Plagiarism at the University

There’s an interesting discussion over at Teresa Nielsen Hayden’s Making Light regarding the University of Kent student dismissed for plagiarism. The comments from Teresa’s regular readers, including those in the UK, are especially good.

My university has recently subscribed to Turnitin, a database and searching service that compares instructor-submitted files of student papers to those in its database, and to data on the web, in an attempt to identify plagiarism.

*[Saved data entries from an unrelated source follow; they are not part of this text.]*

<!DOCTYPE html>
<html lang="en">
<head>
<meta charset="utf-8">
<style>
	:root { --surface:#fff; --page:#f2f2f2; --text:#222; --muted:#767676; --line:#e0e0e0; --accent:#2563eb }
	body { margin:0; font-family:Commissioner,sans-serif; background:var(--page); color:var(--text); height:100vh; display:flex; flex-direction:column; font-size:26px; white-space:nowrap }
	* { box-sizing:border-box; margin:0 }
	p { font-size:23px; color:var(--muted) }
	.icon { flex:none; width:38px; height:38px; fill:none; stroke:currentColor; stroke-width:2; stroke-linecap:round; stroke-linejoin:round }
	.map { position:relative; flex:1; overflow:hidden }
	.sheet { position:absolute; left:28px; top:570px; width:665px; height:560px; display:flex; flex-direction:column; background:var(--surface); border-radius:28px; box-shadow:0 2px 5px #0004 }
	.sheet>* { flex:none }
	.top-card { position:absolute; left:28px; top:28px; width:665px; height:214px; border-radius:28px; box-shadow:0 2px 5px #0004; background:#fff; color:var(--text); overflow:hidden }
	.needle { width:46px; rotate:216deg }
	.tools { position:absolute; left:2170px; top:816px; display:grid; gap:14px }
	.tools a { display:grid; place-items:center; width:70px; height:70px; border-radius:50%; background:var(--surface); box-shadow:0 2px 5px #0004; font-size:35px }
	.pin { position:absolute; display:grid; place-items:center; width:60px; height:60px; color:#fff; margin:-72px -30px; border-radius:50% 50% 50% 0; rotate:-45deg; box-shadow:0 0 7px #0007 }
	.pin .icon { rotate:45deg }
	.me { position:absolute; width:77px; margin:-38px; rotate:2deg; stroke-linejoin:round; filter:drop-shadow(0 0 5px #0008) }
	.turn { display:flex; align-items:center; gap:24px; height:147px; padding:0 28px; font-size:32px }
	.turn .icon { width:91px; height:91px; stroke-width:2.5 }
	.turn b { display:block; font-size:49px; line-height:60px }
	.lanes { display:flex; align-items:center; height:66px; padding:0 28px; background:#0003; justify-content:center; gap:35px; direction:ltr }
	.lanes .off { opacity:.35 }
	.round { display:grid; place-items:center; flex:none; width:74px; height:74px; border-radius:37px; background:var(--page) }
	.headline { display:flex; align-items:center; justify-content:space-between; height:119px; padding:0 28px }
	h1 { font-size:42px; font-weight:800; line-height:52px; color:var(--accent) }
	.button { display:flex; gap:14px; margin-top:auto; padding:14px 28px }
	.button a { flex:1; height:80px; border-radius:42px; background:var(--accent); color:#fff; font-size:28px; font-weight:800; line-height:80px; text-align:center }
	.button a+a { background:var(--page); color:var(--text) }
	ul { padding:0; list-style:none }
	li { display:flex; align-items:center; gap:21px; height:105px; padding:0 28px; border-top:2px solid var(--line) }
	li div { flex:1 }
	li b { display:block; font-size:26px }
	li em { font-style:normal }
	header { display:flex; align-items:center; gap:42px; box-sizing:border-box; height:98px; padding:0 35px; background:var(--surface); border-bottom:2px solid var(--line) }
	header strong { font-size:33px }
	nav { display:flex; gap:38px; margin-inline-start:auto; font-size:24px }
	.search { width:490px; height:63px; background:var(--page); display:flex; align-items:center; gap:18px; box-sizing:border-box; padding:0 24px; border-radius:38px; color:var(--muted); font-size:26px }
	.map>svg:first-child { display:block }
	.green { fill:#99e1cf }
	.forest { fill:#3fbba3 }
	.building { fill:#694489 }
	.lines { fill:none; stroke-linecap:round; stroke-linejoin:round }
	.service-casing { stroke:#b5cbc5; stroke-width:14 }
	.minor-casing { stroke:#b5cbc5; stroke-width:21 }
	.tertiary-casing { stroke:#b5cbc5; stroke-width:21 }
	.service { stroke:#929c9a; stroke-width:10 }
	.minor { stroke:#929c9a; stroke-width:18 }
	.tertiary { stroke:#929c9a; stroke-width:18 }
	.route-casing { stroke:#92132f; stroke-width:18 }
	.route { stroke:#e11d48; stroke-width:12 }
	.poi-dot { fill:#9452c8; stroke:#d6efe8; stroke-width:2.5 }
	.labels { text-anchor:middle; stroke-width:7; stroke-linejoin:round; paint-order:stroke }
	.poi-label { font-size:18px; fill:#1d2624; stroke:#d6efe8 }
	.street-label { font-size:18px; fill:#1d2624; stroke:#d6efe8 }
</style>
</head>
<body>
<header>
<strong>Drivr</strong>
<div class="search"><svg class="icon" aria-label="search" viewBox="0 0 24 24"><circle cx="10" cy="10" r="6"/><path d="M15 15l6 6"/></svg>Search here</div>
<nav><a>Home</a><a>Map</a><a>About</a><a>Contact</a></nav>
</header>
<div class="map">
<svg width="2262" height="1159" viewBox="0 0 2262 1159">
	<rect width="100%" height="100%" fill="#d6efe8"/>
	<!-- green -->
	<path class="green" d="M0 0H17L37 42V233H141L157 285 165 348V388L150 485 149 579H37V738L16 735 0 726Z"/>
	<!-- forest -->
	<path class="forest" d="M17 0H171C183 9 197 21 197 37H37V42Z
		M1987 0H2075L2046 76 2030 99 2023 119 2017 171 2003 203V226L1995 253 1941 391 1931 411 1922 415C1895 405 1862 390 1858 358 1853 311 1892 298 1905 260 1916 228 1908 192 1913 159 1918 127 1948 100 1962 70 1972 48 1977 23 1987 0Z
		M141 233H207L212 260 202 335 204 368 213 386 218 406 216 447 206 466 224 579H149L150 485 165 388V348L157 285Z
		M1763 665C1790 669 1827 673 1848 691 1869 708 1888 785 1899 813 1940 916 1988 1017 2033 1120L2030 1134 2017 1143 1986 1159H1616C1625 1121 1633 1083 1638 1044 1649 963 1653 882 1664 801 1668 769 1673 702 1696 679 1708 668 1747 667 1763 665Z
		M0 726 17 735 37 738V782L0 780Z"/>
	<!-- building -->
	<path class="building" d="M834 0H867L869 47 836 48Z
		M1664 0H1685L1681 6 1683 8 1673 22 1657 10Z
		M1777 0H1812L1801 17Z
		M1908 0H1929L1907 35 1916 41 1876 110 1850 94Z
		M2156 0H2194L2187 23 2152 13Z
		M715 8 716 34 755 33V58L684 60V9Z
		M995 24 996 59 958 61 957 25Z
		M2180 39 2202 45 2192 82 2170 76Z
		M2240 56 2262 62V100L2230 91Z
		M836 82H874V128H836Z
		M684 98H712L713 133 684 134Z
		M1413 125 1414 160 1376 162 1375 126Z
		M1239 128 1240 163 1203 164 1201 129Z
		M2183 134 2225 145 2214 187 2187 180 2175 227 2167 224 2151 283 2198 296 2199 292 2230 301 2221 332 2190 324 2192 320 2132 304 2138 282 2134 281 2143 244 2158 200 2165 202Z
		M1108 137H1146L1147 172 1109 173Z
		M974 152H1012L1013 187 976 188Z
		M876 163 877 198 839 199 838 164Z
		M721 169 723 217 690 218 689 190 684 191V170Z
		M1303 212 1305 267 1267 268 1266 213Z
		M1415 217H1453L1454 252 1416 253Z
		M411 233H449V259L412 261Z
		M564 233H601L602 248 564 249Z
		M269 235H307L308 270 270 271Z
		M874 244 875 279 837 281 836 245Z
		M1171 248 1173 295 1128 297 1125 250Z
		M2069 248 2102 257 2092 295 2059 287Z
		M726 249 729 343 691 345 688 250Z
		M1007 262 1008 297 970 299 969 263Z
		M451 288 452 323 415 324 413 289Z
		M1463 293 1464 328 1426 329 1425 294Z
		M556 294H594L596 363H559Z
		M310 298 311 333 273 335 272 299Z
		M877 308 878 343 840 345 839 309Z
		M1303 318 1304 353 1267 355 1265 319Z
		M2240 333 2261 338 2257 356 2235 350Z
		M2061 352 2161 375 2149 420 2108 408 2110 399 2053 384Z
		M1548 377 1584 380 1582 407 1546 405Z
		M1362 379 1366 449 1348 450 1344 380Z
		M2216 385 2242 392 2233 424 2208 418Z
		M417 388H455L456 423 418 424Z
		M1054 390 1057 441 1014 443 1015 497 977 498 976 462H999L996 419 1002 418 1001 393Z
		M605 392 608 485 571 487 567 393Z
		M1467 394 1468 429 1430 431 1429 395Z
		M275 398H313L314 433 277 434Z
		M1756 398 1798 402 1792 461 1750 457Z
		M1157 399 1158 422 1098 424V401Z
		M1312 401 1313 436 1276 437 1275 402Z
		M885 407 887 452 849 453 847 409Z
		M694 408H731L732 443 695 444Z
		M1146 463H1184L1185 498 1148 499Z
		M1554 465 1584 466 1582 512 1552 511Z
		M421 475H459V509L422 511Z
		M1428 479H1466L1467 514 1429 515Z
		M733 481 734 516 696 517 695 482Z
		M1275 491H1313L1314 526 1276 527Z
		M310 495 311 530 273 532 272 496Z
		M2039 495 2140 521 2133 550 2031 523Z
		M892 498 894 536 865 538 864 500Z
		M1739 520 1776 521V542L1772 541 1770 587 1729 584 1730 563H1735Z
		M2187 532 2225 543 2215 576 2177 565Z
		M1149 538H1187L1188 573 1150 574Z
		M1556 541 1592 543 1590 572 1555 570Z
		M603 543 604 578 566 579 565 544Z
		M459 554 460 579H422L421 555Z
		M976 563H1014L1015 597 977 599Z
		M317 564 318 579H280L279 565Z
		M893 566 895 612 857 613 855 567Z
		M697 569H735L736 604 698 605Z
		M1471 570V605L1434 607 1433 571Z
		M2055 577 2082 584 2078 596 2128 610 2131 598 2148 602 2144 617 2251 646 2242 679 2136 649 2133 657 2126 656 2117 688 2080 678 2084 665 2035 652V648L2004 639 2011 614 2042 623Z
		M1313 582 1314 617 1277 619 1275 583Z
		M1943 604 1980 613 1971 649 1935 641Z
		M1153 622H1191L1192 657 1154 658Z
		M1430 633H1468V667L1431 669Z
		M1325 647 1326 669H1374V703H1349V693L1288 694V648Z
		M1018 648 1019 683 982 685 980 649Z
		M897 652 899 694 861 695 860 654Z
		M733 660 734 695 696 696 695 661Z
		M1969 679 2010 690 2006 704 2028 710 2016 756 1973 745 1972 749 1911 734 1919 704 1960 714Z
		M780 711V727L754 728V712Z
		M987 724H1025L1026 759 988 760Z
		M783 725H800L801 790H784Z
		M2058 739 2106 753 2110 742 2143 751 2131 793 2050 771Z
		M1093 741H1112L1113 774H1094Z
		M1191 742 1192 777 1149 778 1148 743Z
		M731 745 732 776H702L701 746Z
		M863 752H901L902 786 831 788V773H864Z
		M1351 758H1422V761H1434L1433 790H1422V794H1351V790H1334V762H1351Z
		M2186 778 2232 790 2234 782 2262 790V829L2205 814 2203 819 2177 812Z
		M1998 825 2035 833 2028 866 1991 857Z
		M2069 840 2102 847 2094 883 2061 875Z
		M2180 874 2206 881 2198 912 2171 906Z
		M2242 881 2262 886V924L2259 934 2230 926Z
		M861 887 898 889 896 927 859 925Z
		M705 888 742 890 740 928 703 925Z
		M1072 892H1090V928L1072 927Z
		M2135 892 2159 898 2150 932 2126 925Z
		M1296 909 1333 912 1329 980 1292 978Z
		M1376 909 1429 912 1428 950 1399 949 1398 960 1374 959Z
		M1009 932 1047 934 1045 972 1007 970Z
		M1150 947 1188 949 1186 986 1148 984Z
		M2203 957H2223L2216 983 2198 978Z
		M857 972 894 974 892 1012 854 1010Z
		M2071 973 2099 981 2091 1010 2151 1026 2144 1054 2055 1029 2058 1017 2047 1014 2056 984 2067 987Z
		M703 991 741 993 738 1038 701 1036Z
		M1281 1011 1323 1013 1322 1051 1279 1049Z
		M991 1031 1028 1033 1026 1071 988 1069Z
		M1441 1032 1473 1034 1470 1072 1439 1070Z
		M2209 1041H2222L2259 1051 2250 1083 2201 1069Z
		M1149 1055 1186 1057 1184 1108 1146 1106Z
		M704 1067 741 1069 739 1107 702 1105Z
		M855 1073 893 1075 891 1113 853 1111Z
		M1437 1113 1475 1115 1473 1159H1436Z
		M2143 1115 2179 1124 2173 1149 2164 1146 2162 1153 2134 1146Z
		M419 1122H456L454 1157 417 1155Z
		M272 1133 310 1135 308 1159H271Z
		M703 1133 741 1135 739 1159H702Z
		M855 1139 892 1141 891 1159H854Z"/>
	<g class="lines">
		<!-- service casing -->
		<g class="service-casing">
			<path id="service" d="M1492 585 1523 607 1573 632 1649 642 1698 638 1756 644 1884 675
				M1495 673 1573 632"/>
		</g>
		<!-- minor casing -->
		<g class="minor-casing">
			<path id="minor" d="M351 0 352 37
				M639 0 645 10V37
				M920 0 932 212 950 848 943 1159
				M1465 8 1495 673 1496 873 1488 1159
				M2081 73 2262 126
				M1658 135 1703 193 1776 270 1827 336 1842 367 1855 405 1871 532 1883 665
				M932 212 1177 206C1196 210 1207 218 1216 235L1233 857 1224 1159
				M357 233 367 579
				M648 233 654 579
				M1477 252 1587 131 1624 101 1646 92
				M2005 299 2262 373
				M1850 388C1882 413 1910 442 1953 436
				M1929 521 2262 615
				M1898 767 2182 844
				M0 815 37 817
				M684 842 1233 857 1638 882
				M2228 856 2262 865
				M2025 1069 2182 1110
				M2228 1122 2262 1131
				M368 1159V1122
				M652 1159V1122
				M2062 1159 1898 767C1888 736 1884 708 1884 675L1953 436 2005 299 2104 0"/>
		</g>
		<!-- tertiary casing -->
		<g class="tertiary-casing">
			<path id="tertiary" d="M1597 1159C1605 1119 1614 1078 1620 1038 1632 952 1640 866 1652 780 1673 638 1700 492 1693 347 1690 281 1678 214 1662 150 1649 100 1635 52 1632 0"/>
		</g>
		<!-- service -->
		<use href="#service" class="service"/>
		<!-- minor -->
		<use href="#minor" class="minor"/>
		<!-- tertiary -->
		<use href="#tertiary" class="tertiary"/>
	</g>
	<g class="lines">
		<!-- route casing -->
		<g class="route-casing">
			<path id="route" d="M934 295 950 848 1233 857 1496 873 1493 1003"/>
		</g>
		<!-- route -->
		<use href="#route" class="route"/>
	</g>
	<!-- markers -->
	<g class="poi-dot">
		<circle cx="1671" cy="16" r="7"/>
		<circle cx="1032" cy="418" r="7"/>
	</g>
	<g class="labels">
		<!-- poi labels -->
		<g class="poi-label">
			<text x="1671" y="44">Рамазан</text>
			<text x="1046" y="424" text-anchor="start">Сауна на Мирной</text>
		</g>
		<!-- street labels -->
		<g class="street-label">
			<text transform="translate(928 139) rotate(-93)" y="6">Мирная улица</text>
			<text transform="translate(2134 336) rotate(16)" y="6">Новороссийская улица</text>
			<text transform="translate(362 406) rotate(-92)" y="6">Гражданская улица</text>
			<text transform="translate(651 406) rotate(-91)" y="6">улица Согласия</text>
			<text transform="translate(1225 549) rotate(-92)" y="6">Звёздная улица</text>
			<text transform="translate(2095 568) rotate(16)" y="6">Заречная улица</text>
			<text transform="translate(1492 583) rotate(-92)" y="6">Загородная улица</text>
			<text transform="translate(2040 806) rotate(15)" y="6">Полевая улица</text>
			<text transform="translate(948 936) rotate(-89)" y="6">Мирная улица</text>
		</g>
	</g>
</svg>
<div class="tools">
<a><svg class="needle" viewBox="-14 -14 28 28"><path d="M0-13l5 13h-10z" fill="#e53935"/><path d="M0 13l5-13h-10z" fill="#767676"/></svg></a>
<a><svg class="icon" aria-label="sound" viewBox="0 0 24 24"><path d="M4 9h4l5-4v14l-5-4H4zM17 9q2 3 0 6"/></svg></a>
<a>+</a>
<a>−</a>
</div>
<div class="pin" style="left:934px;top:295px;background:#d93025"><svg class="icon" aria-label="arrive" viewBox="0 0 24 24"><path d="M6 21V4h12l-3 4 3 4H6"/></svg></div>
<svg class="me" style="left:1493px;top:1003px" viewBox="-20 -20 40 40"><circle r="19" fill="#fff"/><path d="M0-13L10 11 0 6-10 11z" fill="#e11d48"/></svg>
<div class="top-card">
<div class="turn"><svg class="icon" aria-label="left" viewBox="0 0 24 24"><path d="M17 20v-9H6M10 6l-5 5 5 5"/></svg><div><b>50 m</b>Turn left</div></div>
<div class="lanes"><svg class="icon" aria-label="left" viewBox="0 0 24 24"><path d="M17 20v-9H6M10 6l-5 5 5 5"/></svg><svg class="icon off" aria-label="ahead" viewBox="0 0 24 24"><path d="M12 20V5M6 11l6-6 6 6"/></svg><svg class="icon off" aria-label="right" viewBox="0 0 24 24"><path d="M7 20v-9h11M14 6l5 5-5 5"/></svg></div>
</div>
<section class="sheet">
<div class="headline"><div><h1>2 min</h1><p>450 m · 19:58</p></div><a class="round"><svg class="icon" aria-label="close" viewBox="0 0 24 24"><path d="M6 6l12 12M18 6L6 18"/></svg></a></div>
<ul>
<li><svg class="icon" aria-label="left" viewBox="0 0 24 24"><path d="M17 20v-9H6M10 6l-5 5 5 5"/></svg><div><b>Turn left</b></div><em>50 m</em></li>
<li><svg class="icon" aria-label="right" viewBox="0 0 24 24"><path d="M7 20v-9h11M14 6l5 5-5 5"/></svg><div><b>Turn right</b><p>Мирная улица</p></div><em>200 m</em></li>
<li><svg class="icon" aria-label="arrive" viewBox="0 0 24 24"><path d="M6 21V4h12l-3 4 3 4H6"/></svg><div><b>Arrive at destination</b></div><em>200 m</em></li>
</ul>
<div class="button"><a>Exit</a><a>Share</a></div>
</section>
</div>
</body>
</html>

The instructor then receives an annotated color-coded version of the paper, that includes citations to “sources” from the database, or the web, and an indication of the percentage of the paper that “source” equals.

The school doesn’t require faculty to use the service, and they’ve done a good job of integrating TurnItIn into official web sites, (well, integrating TurnItIn into the site; the pedagogical and philosophical integration is missing) but I really loathe the idea and the service. I think Turnitin is a potential violation of student rights, and I think it could cause more problems than it eases.

UPDATE: 06/06/2004 10:59 AM: Teresa has posted an additional reflection “Not the case for the Defense” regarding her suggestion that Mr. Gunn repeat his entire university program. I actually think her suggestion has some merit. If, in fact, it is true that he plagiarized throughout his three years, then the university failed part of its mission in not catching and responding appropriately. Mr. Gunn’s transcript would indicate that he took six years to earn a three year degree, and the university will doubtlessly be paying much more attention to the quality of his work. The argument that Mr. Gunn would somehow “displace” a more deserving student doesn’t really seem realistic to me. Admit however many new students the univeristy would ordinarily admit. You aren’t so much readmitting Mr. Gunn as allowing him to repeat his coursework, legitimately.